• **Stored data**
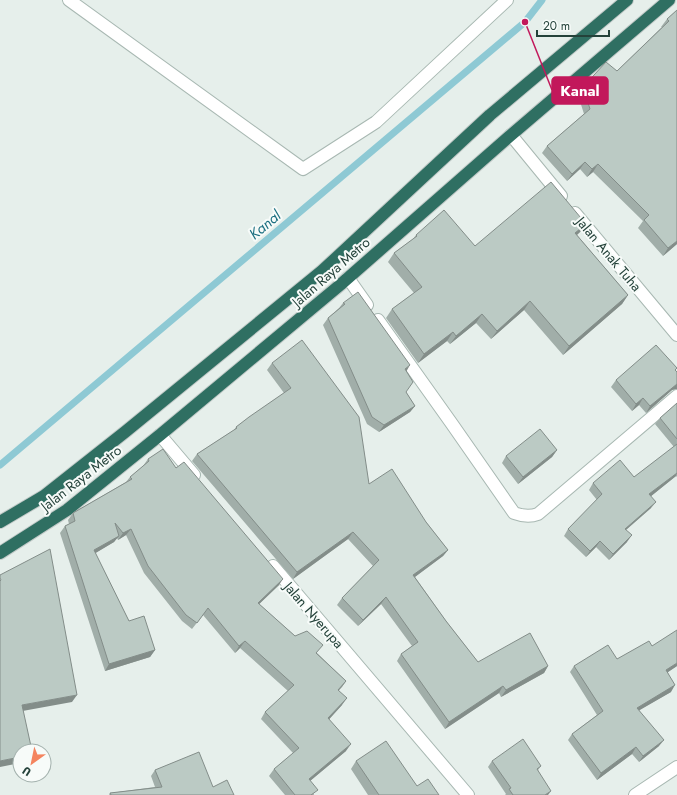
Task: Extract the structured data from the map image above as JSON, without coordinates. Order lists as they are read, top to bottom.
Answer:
{
  "streets": {
    "highway": ["Jalan Raya Metro"],
    "street": ["Jalan Anak Tuha", "Jalan Nyerupa"]
  },
  "crossings": [
    ["Jalan Anak Tuha", "Jalan Raya Metro"]
  ],
  "water": ["Kanal"],
  "places": ["Kanal"],
  "scale_bar": "20 m",
  "north": "bottom left"
}
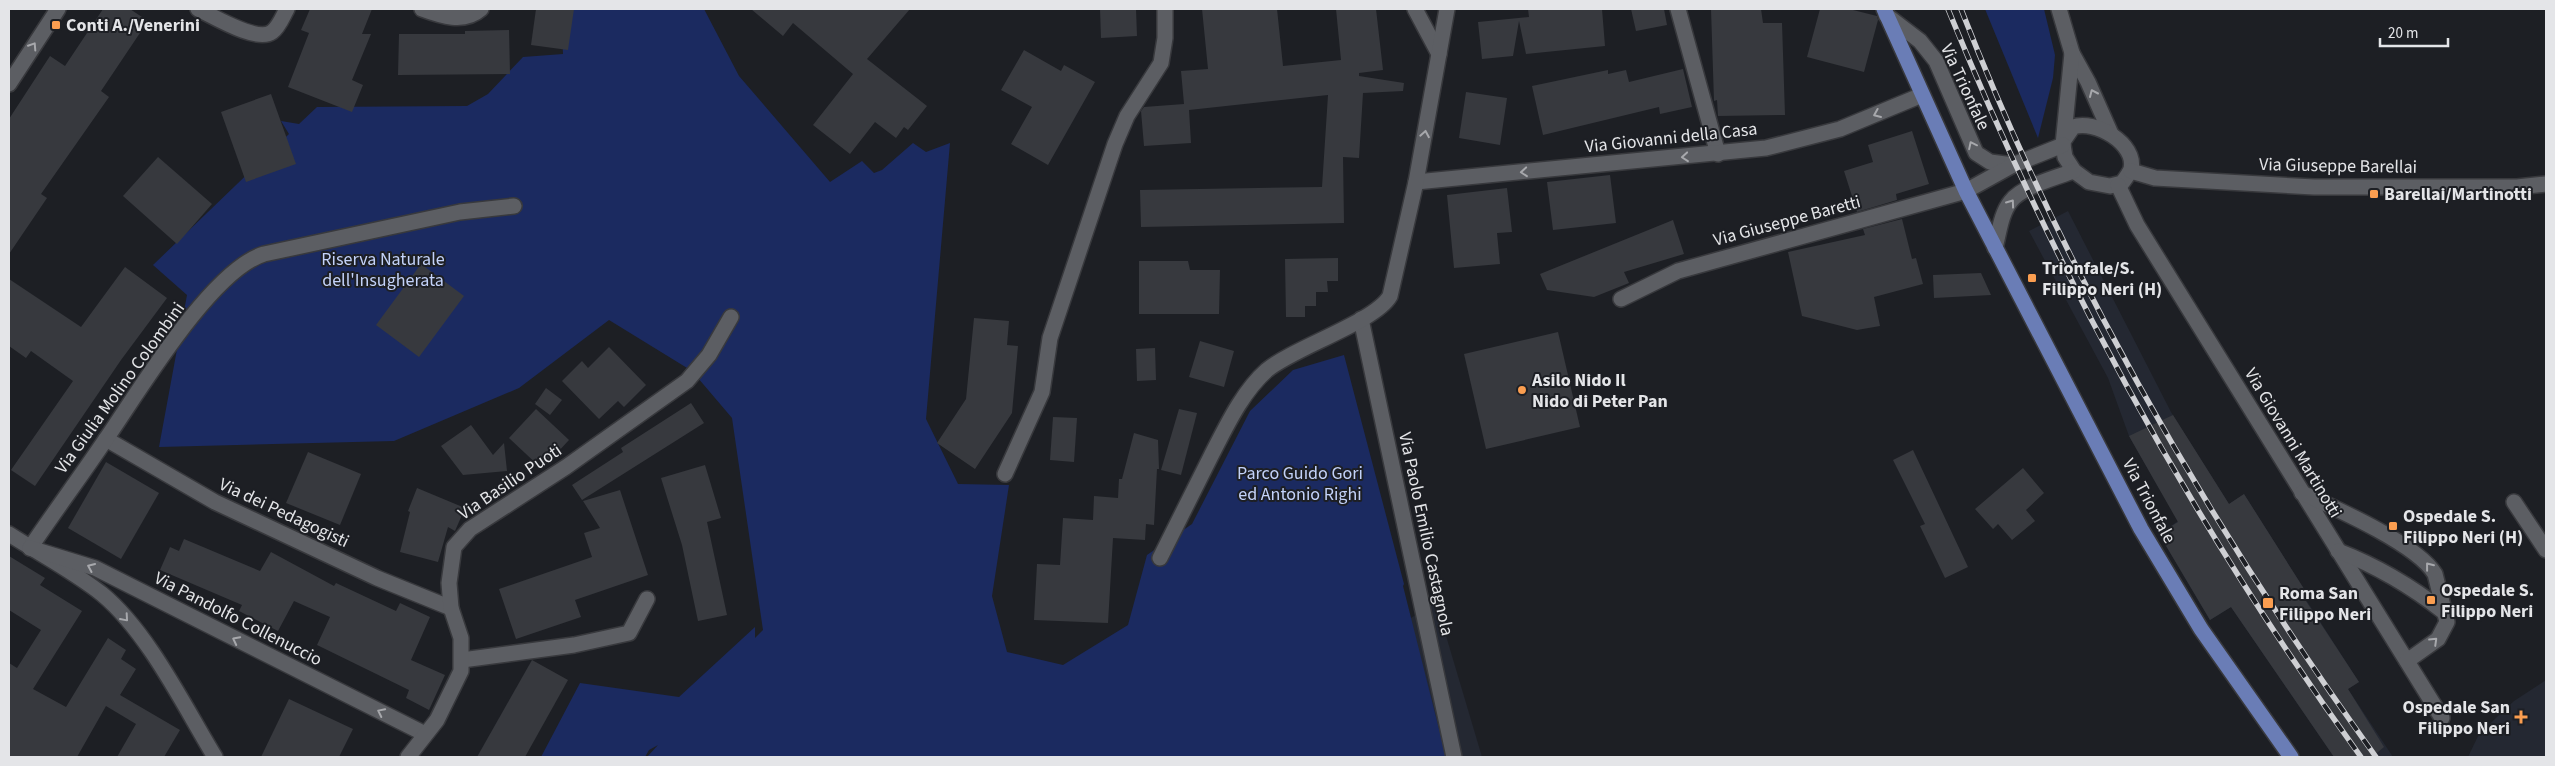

• **Requirement**
No pictures should appear in the copy, and each record above is to be returned exactly.

• **Answer space**
Task: Extract the structured data from the map image above as JSON, without coordinates. Order lists as they are read, top to bottom.
Answer:
{
  "streets": {
    "highway": ["Jalan Raya Metro"],
    "street": ["Jalan Anak Tuha", "Jalan Nyerupa"]
  },
  "crossings": [
    ["Jalan Anak Tuha", "Jalan Raya Metro"]
  ],
  "water": ["Kanal"],
  "places": ["Kanal"],
  "scale_bar": "20 m",
  "north": "bottom left"
}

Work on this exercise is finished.